**Task**
Wherever the listing holds a picture, leave it out, and copy the remainder exactly.

Top of Entries supplied

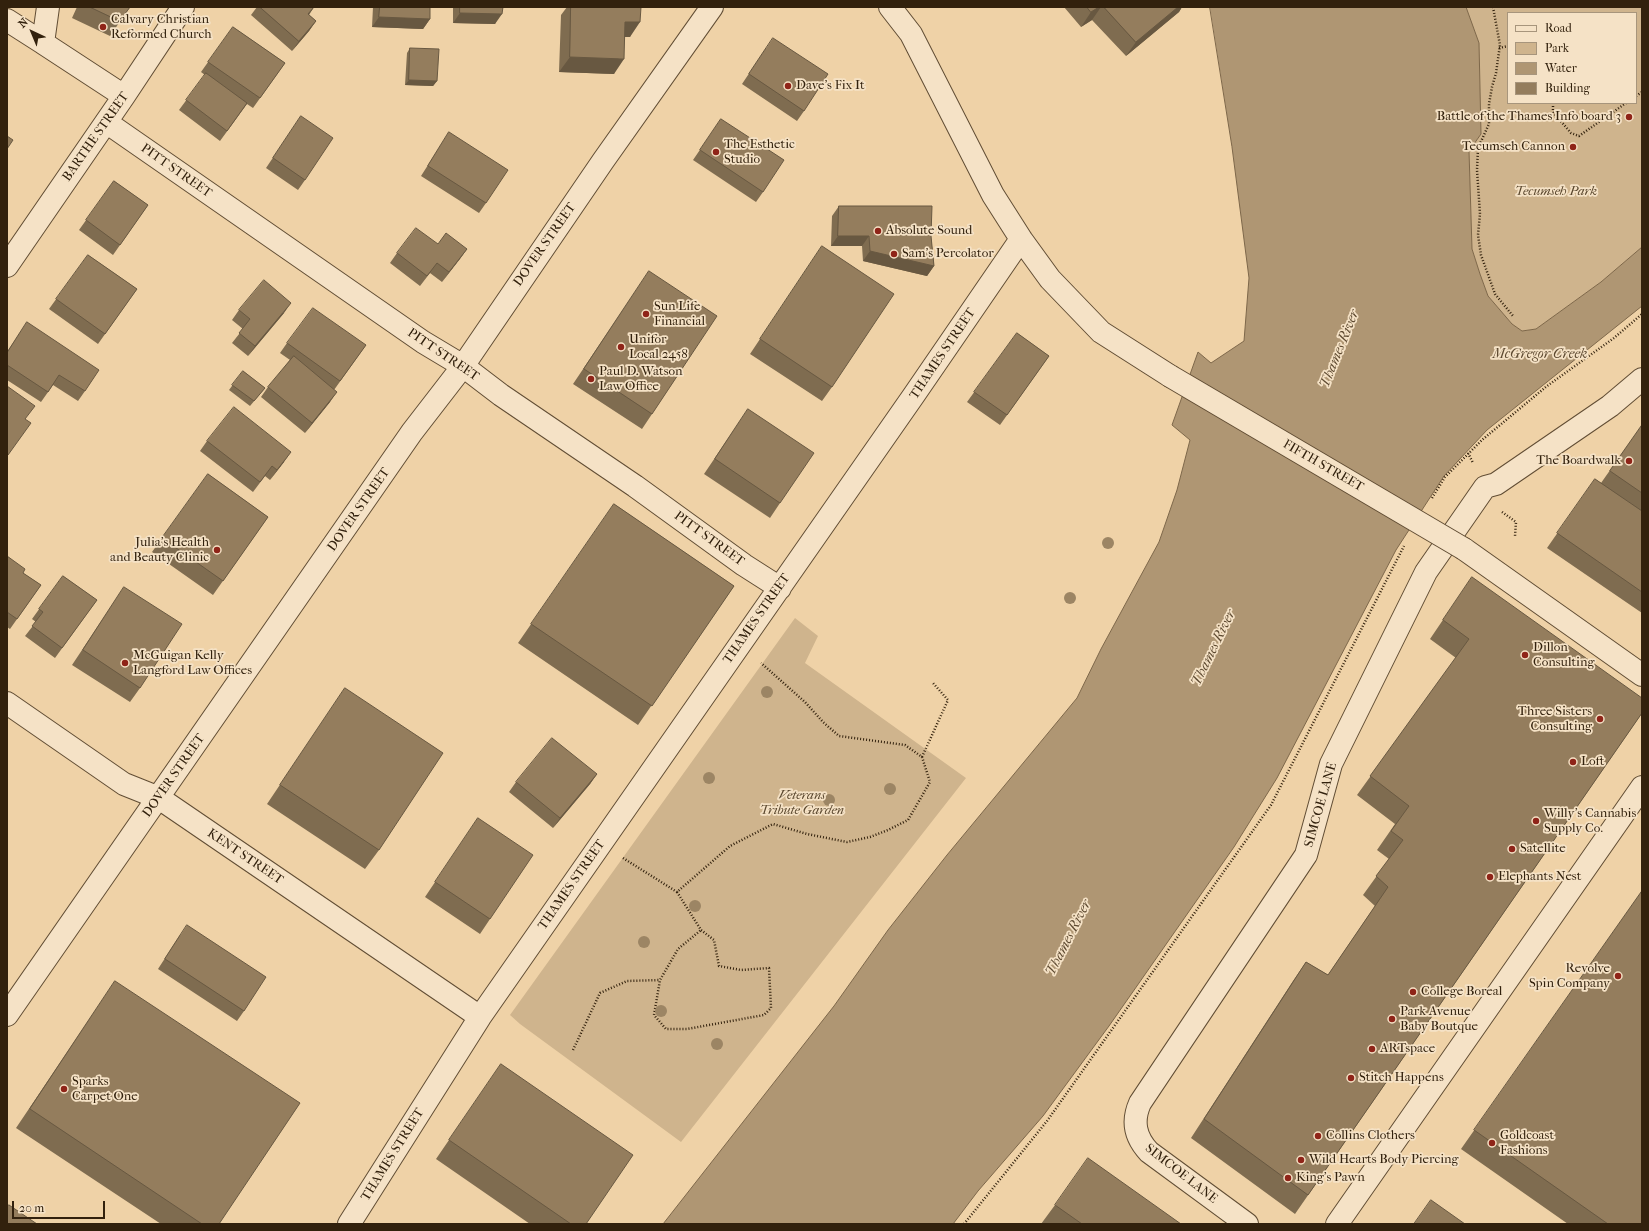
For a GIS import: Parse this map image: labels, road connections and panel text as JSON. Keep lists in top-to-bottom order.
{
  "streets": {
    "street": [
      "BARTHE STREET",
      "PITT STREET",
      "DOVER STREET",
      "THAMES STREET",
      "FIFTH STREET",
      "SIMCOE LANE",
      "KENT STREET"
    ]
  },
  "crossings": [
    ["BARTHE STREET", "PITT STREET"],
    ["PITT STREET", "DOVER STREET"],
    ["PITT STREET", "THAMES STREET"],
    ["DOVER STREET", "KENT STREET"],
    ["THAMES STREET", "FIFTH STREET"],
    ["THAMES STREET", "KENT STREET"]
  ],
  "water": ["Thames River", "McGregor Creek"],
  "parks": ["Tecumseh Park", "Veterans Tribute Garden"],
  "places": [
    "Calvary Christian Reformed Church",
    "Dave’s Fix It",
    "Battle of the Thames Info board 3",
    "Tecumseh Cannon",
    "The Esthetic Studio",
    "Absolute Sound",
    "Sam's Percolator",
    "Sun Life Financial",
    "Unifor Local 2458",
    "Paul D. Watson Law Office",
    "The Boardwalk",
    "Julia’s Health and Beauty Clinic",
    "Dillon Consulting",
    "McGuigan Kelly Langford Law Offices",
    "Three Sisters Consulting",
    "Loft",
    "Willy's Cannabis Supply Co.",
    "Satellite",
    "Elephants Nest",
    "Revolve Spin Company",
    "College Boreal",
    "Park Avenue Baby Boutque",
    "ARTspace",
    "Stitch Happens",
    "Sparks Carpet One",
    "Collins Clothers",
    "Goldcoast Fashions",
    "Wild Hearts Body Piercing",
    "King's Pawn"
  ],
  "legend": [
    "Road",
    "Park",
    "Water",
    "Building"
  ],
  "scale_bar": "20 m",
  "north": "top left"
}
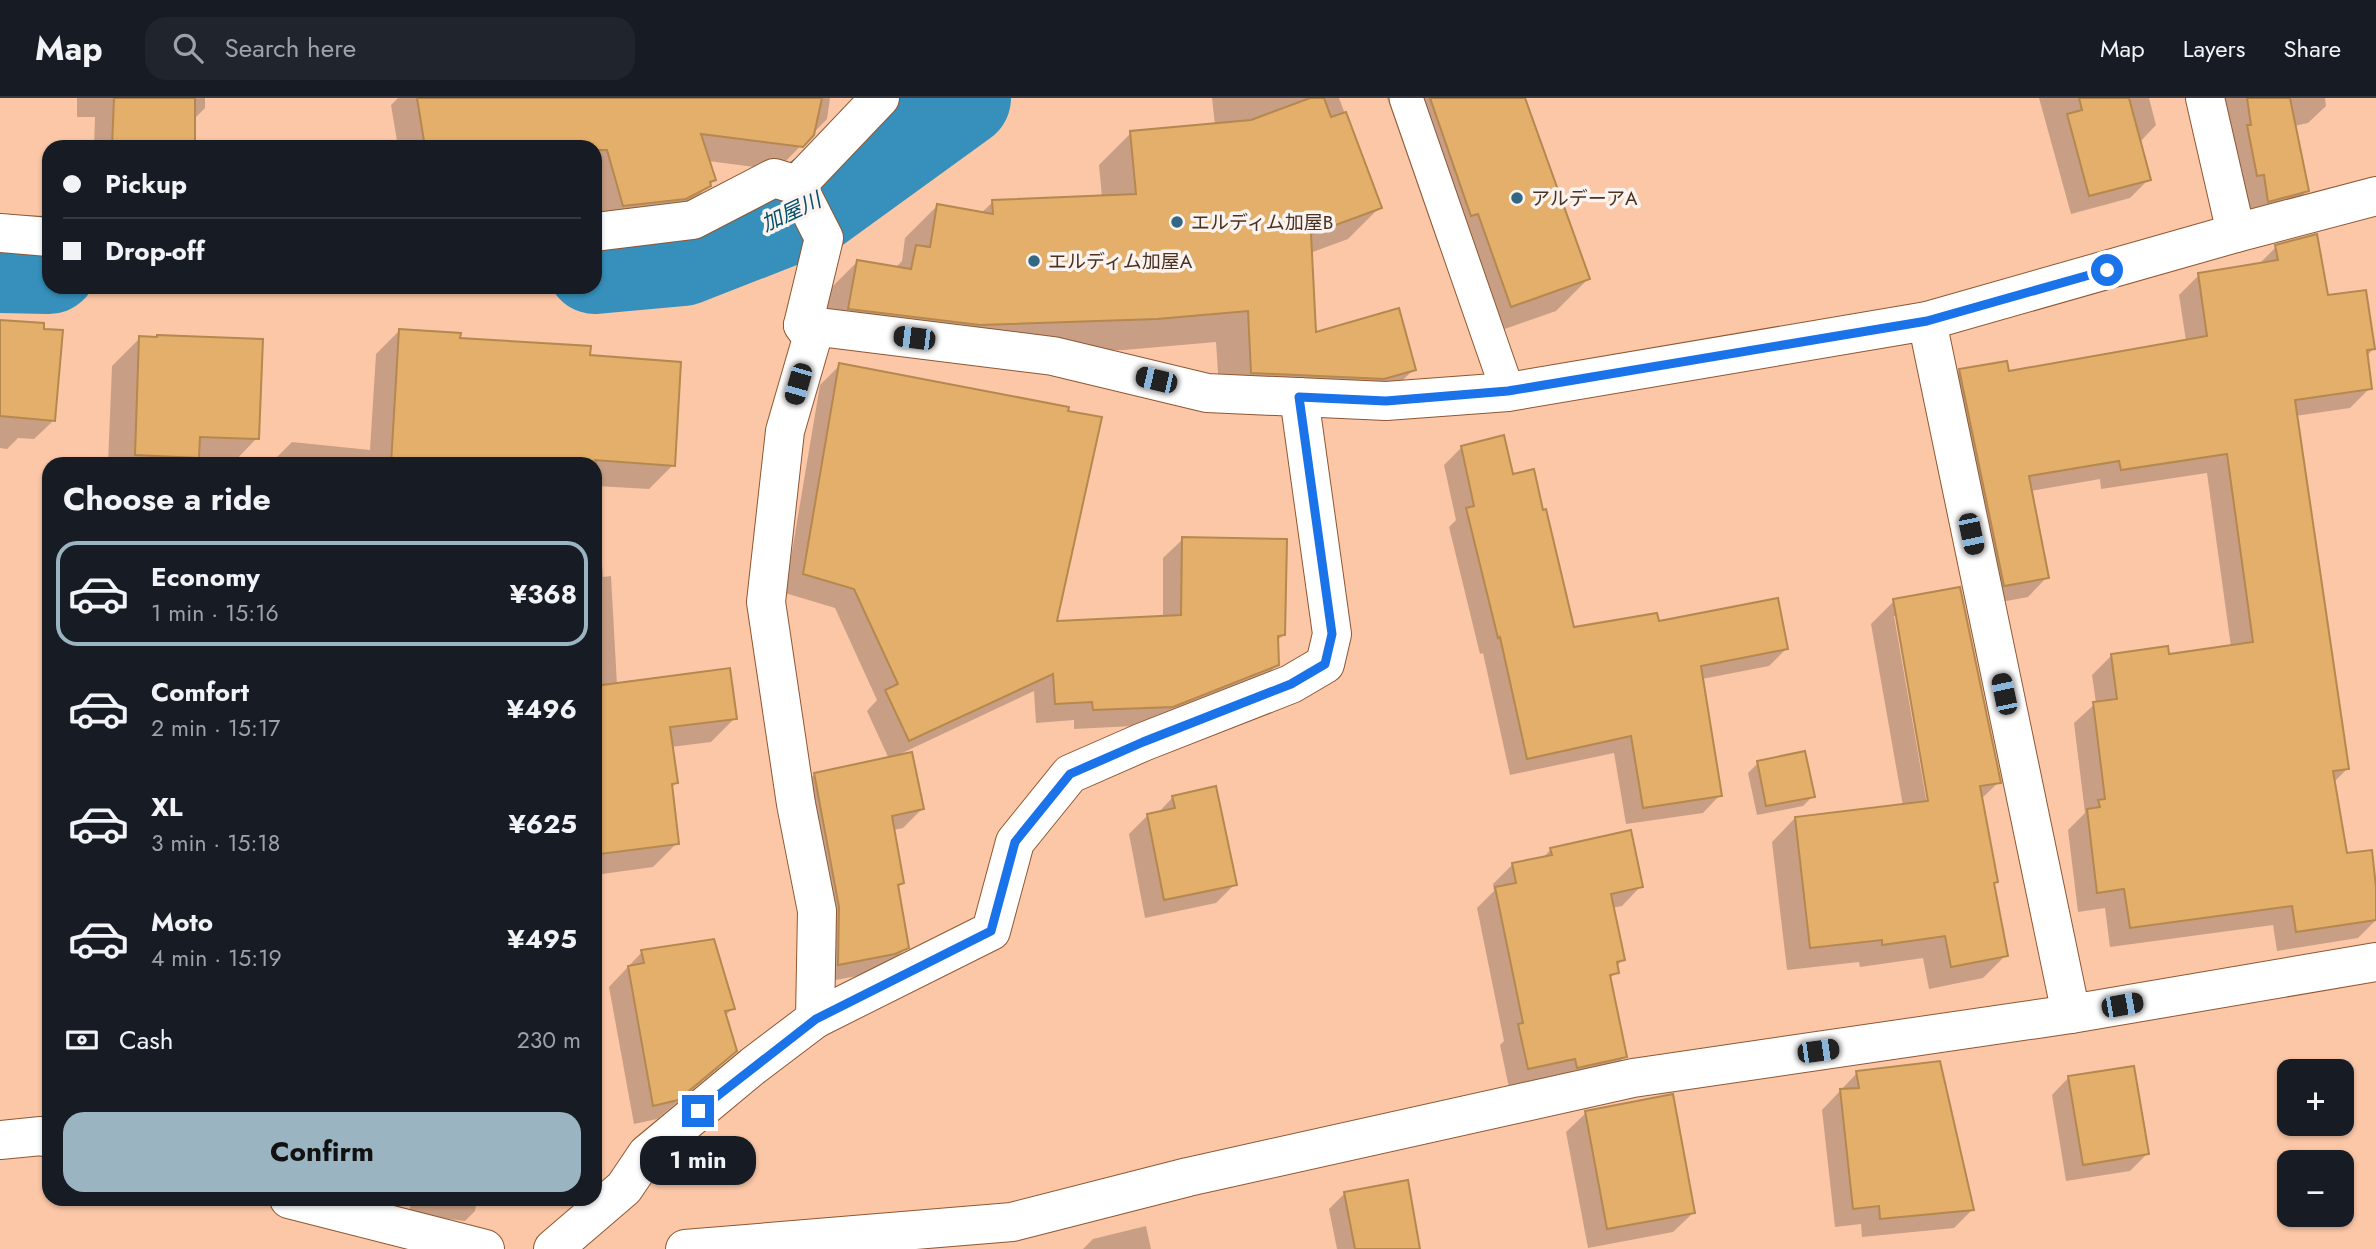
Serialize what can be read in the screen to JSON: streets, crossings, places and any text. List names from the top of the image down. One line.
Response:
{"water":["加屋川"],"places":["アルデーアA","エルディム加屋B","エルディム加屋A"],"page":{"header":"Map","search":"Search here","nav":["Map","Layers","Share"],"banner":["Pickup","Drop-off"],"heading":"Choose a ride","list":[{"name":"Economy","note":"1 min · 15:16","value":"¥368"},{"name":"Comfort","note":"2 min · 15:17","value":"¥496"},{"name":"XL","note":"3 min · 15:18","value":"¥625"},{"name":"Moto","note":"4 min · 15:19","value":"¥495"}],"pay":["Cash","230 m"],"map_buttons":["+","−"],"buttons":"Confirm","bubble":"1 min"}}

Bottom of Entries supplied

**Answer section**
For a GIS import: Parse this map image: labels, road connections and panel text as JSON. Keep lists in top-to-bottom order.
{
  "streets": {
    "street": [
      "BARTHE STREET",
      "PITT STREET",
      "DOVER STREET",
      "THAMES STREET",
      "FIFTH STREET",
      "SIMCOE LANE",
      "KENT STREET"
    ]
  },
  "crossings": [
    ["BARTHE STREET", "PITT STREET"],
    ["PITT STREET", "DOVER STREET"],
    ["PITT STREET", "THAMES STREET"],
    ["DOVER STREET", "KENT STREET"],
    ["THAMES STREET", "FIFTH STREET"],
    ["THAMES STREET", "KENT STREET"]
  ],
  "water": ["Thames River", "McGregor Creek"],
  "parks": ["Tecumseh Park", "Veterans Tribute Garden"],
  "places": [
    "Calvary Christian Reformed Church",
    "Dave’s Fix It",
    "Battle of the Thames Info board 3",
    "Tecumseh Cannon",
    "The Esthetic Studio",
    "Absolute Sound",
    "Sam's Percolator",
    "Sun Life Financial",
    "Unifor Local 2458",
    "Paul D. Watson Law Office",
    "The Boardwalk",
    "Julia’s Health and Beauty Clinic",
    "Dillon Consulting",
    "McGuigan Kelly Langford Law Offices",
    "Three Sisters Consulting",
    "Loft",
    "Willy's Cannabis Supply Co.",
    "Satellite",
    "Elephants Nest",
    "Revolve Spin Company",
    "College Boreal",
    "Park Avenue Baby Boutque",
    "ARTspace",
    "Stitch Happens",
    "Sparks Carpet One",
    "Collins Clothers",
    "Goldcoast Fashions",
    "Wild Hearts Body Piercing",
    "King's Pawn"
  ],
  "legend": [
    "Road",
    "Park",
    "Water",
    "Building"
  ],
  "scale_bar": "20 m",
  "north": "top left"
}
Serialize what can be read in the screen to JSON: streets, crossings, places and any text. List names from the top of the image down. One line.
Response:
{"water":["加屋川"],"places":["アルデーアA","エルディム加屋B","エルディム加屋A"],"page":{"header":"Map","search":"Search here","nav":["Map","Layers","Share"],"banner":["Pickup","Drop-off"],"heading":"Choose a ride","list":[{"name":"Economy","note":"1 min · 15:16","value":"¥368"},{"name":"Comfort","note":"2 min · 15:17","value":"¥496"},{"name":"XL","note":"3 min · 15:18","value":"¥625"},{"name":"Moto","note":"4 min · 15:19","value":"¥495"}],"pay":["Cash","230 m"],"map_buttons":["+","−"],"buttons":"Confirm","bubble":"1 min"}}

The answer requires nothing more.